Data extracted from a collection
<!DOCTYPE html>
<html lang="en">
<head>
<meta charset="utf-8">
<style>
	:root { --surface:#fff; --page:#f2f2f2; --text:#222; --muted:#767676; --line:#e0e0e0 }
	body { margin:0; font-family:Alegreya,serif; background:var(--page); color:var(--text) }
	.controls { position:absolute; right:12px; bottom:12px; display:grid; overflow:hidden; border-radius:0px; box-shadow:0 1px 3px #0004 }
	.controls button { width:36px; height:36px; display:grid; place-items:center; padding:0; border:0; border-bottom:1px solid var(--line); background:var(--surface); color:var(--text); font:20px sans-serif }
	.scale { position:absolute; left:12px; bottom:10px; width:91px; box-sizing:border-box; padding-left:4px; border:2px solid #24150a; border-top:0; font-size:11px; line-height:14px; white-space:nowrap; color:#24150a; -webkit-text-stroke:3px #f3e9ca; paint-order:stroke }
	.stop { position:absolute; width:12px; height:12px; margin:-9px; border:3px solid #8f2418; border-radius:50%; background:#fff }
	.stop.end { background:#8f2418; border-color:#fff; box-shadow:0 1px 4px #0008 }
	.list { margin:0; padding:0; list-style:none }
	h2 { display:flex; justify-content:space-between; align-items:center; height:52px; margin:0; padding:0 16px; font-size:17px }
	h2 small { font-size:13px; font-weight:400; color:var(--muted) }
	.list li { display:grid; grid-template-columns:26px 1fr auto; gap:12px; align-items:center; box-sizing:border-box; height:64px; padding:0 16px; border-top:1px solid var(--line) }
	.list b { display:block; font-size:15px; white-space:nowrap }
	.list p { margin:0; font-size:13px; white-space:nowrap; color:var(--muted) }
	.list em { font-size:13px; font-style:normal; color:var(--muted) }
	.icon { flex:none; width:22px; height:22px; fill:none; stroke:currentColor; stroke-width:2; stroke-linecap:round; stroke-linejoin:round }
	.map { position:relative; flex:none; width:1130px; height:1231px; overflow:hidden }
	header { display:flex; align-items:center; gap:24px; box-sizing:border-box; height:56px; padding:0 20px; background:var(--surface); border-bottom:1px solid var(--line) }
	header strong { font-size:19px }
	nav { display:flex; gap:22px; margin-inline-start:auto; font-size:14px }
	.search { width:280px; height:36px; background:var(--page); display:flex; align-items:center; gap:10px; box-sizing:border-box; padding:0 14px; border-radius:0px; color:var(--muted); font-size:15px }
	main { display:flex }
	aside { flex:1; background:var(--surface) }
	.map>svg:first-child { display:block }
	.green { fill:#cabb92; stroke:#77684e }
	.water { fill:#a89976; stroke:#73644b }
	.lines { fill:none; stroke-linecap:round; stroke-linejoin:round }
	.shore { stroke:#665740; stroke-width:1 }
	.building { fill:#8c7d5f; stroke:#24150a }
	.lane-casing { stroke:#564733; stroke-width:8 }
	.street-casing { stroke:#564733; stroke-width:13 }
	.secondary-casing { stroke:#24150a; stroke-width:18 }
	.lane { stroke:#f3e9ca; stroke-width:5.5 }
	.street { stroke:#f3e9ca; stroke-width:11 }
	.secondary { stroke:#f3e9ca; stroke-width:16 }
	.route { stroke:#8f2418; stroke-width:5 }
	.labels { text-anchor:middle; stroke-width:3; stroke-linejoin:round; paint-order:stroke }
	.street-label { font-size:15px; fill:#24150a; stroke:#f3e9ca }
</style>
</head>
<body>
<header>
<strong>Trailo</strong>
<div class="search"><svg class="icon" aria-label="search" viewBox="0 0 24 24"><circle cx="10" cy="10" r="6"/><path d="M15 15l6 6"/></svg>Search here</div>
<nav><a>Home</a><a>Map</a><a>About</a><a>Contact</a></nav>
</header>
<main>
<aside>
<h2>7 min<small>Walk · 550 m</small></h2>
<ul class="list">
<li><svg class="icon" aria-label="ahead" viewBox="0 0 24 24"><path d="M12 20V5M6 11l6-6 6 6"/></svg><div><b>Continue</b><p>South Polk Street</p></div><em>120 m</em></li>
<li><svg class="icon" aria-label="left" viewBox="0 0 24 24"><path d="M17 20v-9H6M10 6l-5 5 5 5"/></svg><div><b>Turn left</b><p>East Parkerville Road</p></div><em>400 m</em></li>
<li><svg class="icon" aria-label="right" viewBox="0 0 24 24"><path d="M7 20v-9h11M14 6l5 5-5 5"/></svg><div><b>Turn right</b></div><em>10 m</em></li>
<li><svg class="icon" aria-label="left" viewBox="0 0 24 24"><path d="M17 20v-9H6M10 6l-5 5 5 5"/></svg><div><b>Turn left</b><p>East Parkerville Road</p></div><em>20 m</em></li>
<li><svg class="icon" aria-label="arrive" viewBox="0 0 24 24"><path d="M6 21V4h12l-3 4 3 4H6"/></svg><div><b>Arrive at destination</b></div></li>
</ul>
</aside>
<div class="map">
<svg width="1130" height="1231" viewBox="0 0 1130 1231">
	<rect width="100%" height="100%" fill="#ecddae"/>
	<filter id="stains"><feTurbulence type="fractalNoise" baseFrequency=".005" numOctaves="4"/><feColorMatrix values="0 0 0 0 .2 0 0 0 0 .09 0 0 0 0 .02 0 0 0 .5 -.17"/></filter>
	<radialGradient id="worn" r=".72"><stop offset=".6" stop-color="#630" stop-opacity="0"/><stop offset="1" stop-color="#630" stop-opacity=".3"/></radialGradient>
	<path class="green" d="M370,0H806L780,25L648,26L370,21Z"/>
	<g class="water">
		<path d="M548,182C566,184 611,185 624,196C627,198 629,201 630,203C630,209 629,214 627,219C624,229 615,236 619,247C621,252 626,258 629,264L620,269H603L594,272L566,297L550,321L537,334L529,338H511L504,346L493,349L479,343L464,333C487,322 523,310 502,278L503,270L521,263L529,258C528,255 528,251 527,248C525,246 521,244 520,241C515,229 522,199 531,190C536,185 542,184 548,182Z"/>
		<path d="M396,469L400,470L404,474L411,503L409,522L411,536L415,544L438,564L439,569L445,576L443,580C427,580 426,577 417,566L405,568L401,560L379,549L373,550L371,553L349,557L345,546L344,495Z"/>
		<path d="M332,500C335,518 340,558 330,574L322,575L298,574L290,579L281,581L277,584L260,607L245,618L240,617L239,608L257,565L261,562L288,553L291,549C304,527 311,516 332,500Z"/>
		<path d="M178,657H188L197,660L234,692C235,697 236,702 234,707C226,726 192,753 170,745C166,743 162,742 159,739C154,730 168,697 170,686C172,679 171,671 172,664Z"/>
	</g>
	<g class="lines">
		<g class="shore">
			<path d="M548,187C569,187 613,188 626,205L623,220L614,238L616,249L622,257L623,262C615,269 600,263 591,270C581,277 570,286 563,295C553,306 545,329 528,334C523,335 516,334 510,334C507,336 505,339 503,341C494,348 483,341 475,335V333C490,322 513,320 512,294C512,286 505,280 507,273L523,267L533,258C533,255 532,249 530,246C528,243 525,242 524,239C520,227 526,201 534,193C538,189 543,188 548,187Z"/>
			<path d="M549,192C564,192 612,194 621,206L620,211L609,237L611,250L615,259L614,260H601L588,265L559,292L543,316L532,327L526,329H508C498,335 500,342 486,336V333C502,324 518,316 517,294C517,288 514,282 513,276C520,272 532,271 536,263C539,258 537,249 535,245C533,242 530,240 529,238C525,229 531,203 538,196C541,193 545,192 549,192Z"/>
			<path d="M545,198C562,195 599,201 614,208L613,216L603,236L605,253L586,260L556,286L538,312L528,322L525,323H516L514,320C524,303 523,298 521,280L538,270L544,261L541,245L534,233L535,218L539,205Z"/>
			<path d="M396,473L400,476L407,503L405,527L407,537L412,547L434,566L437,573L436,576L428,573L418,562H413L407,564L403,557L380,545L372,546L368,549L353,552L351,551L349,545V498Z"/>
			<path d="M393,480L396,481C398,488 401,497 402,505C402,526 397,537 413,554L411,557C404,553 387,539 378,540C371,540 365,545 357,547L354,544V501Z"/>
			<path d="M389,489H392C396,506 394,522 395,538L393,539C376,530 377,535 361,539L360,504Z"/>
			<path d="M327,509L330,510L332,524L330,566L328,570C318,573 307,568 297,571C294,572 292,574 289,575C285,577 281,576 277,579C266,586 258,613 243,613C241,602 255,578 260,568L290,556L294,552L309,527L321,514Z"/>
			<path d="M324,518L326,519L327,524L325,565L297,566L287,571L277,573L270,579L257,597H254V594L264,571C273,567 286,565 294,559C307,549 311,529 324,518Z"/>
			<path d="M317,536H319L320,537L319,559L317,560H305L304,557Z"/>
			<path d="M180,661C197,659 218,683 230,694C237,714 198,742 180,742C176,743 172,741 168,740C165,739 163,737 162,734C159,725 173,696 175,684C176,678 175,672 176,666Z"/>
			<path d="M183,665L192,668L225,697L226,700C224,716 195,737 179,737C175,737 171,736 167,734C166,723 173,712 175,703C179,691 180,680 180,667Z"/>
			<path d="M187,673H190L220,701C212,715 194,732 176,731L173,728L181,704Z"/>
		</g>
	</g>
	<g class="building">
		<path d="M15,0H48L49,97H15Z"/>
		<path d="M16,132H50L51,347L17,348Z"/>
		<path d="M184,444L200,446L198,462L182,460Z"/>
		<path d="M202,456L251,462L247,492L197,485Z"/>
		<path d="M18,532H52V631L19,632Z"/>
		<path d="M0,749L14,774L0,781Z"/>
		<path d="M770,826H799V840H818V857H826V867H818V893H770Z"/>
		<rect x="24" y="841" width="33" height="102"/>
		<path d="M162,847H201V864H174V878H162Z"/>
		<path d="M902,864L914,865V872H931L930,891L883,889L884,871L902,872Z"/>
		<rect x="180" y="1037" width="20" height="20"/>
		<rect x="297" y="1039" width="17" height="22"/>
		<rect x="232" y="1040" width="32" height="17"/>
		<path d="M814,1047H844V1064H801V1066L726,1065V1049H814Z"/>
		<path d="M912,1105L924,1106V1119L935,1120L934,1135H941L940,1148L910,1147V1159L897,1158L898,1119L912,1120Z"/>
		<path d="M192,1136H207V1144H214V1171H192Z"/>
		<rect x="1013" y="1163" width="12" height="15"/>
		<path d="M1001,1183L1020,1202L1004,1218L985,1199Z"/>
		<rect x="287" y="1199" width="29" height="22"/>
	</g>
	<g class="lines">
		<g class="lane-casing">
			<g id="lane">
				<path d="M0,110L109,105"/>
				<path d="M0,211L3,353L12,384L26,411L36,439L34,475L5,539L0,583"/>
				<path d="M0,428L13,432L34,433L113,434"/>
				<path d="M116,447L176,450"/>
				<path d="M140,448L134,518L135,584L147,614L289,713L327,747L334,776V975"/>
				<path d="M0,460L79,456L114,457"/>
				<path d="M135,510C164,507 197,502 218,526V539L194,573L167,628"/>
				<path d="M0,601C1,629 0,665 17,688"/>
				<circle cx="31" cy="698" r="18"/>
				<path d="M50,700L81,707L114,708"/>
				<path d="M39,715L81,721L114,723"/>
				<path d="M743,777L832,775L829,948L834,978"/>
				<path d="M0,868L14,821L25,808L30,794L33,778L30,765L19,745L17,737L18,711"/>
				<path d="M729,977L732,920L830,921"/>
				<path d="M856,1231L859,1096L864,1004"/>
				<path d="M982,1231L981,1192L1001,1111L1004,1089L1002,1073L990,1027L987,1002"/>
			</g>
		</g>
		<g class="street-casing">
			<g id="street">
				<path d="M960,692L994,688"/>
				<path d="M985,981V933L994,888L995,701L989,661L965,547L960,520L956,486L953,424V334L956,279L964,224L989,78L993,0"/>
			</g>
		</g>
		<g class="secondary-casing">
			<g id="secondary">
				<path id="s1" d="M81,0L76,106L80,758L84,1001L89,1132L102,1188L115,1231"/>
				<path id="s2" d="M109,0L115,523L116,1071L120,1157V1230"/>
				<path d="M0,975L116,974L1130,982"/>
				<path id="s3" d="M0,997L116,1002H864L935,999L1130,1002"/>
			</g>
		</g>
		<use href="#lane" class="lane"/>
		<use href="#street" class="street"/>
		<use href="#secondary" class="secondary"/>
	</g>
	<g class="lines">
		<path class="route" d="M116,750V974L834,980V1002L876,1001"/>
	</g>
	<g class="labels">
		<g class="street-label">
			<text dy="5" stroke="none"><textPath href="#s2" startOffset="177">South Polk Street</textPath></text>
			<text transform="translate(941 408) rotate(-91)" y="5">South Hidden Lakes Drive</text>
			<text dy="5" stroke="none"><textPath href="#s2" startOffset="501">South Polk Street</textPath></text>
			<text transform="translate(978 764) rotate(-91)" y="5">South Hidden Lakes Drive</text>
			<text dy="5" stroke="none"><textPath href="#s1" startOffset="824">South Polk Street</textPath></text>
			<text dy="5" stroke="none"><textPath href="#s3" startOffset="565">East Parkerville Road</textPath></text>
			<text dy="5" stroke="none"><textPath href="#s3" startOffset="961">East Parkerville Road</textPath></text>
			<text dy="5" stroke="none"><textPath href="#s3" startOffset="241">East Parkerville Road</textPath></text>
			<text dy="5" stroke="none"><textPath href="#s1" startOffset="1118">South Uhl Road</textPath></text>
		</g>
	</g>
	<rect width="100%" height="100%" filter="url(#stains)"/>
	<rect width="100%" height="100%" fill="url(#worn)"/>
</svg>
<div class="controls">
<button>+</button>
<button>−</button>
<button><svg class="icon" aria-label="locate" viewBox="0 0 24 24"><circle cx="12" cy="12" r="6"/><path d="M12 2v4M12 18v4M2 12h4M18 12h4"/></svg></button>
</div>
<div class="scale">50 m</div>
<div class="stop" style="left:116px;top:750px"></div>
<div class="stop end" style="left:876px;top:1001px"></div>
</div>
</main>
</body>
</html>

==

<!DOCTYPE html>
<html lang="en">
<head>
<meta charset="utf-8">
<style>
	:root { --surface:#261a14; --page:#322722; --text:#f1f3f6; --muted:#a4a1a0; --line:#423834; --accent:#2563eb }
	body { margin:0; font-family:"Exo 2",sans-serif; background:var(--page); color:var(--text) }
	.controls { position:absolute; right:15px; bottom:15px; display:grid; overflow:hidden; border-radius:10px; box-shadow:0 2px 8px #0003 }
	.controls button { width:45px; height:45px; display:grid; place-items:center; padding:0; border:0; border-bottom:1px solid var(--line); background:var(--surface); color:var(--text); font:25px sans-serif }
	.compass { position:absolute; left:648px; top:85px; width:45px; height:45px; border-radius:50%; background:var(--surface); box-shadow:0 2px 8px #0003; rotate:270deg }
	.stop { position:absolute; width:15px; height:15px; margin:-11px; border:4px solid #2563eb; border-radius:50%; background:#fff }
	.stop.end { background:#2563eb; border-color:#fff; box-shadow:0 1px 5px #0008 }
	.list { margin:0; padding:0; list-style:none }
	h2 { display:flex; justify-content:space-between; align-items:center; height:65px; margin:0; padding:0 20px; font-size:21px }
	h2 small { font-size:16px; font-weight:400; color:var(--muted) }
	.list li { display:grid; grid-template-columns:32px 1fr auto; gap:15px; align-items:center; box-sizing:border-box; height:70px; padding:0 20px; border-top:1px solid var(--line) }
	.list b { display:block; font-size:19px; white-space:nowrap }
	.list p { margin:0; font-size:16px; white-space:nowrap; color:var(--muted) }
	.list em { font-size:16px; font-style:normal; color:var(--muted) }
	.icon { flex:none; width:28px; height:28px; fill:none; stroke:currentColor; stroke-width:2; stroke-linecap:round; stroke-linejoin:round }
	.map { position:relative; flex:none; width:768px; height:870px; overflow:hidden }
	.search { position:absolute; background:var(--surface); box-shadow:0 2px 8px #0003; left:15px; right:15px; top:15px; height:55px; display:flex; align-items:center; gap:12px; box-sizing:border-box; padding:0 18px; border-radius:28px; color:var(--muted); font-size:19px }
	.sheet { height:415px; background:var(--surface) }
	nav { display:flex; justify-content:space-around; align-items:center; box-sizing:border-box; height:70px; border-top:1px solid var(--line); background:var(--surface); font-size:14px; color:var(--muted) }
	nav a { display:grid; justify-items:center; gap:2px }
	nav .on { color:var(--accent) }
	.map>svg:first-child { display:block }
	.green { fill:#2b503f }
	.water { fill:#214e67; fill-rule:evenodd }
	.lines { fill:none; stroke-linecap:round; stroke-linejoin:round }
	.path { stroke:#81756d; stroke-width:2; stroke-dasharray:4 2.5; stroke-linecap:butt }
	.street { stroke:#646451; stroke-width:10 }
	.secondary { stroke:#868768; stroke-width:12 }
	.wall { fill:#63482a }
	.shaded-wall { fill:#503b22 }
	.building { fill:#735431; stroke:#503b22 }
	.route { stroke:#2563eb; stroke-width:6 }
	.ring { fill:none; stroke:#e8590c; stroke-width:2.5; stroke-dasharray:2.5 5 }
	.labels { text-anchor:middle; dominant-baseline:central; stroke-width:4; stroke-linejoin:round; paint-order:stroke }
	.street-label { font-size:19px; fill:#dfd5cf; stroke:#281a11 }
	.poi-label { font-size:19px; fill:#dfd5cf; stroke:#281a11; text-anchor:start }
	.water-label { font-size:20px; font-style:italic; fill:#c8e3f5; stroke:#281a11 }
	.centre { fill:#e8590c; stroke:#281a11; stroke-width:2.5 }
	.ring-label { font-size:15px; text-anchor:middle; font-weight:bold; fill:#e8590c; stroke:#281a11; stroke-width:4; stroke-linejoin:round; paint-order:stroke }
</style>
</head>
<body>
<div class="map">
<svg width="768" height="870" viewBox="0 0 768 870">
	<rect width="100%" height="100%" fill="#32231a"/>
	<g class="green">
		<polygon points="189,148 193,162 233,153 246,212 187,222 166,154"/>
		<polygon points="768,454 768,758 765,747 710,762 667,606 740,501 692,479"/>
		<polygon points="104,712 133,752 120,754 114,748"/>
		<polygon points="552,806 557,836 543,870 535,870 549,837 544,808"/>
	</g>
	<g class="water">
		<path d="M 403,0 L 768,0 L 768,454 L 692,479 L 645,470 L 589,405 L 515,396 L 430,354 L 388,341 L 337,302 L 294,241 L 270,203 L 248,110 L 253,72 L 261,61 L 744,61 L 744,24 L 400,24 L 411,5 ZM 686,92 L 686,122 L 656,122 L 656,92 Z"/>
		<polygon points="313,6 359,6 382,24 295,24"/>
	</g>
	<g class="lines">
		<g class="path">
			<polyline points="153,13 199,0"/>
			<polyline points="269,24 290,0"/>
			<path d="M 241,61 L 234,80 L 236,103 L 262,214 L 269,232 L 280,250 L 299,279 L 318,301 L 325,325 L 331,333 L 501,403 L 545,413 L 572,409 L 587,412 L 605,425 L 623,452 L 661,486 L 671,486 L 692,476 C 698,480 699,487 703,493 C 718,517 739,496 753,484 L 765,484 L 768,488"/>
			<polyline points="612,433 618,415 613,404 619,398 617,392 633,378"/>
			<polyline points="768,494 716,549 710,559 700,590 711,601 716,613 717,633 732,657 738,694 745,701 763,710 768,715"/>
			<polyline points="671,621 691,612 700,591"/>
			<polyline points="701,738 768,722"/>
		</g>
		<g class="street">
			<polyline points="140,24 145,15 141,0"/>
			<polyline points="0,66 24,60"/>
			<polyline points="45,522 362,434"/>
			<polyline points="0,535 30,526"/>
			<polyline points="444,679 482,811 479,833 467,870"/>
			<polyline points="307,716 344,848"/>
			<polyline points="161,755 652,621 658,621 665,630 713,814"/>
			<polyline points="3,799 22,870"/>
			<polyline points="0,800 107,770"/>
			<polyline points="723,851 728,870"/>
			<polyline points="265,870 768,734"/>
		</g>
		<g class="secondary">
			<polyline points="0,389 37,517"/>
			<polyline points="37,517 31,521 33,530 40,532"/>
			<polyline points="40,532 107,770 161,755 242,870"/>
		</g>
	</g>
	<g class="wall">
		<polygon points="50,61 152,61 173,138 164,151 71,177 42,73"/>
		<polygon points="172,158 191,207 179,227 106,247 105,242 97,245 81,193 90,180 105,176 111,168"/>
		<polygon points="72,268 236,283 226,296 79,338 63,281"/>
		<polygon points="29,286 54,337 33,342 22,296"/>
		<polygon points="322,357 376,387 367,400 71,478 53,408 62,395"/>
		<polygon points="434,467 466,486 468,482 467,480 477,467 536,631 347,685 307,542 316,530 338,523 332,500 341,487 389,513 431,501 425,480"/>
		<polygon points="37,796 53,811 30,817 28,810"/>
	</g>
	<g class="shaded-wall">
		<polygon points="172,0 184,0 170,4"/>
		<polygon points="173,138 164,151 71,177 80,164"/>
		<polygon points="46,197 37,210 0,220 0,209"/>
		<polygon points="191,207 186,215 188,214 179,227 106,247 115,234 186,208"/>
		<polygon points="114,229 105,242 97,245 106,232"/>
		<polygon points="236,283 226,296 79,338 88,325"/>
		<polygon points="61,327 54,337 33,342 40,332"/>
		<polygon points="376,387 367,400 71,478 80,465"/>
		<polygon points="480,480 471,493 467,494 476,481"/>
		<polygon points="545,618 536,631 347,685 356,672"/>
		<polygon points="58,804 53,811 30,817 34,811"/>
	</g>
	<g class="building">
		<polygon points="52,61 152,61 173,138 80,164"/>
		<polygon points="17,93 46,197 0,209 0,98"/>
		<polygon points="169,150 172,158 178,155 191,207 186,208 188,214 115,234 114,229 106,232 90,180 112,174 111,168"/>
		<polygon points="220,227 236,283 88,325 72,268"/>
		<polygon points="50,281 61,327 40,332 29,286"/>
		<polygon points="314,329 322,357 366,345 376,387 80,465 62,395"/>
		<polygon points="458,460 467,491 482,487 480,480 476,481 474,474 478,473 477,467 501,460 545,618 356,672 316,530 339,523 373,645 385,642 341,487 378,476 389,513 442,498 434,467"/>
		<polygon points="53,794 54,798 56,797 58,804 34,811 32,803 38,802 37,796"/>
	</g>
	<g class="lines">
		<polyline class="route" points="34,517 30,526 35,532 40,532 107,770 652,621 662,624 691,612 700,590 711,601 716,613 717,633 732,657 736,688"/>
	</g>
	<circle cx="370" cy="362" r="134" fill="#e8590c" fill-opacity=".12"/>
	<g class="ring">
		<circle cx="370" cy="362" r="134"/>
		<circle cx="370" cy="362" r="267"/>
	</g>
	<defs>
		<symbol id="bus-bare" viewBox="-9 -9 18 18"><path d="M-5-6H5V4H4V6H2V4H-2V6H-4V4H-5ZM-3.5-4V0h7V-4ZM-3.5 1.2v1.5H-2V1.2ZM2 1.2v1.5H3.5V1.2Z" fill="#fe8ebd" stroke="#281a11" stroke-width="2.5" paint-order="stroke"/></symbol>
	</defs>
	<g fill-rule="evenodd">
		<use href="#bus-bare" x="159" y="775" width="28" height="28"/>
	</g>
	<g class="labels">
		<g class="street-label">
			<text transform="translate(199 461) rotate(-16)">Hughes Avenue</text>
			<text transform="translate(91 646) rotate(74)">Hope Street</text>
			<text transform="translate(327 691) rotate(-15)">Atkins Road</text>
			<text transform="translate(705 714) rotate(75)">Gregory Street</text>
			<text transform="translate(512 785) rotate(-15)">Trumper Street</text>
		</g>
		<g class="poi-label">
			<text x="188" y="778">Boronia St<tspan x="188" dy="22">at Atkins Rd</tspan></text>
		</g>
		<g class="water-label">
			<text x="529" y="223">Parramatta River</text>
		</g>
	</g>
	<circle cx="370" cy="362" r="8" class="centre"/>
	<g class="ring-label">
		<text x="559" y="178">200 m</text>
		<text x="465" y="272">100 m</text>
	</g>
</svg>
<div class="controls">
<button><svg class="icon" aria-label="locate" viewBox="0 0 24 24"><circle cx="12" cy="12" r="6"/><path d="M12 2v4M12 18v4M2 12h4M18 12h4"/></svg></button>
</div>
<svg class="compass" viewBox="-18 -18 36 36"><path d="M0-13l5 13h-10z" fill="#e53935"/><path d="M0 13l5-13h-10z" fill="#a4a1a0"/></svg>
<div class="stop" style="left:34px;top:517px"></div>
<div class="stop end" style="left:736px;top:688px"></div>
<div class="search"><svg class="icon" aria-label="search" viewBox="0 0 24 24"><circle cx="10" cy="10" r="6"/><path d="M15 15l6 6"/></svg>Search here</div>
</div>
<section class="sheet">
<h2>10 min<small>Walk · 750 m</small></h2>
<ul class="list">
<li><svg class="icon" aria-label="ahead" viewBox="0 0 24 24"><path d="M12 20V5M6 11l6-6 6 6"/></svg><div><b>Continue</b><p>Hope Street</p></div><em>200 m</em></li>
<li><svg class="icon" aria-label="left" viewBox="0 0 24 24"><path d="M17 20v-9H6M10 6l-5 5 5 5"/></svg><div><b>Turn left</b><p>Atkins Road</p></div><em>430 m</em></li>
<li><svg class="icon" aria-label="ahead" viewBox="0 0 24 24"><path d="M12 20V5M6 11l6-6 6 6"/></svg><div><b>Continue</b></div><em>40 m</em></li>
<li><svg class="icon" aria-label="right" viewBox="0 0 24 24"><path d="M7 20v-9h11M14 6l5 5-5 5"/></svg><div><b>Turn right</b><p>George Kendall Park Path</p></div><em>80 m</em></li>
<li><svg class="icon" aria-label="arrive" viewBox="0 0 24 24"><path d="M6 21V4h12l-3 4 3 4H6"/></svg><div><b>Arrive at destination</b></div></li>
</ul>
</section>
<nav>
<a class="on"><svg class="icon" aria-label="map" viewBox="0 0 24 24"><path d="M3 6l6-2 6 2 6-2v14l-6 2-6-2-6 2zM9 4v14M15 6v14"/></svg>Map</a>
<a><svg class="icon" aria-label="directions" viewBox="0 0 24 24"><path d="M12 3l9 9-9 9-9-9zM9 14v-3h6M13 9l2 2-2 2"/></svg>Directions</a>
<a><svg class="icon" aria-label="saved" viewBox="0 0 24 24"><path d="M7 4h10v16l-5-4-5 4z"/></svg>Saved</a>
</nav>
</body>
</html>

THE PROBLEM
Scan the data above, find each line with "sans", and copy it.

ANSWER TO THE EXERCISE
	.controls button { width:36px; height:36px; display:grid; place-items:center; padding:0; border:0; border-bottom:1px solid var(--line); background:var(--surface); color:var(--text); font:20px sans-serif }
	body { margin:0; font-family:"Exo 2",sans-serif; background:var(--page); color:var(--text) }
	.controls button { width:45px; height:45px; display:grid; place-items:center; padding:0; border:0; border-bottom:1px solid var(--line); background:var(--surface); color:var(--text); font:25px sans-serif }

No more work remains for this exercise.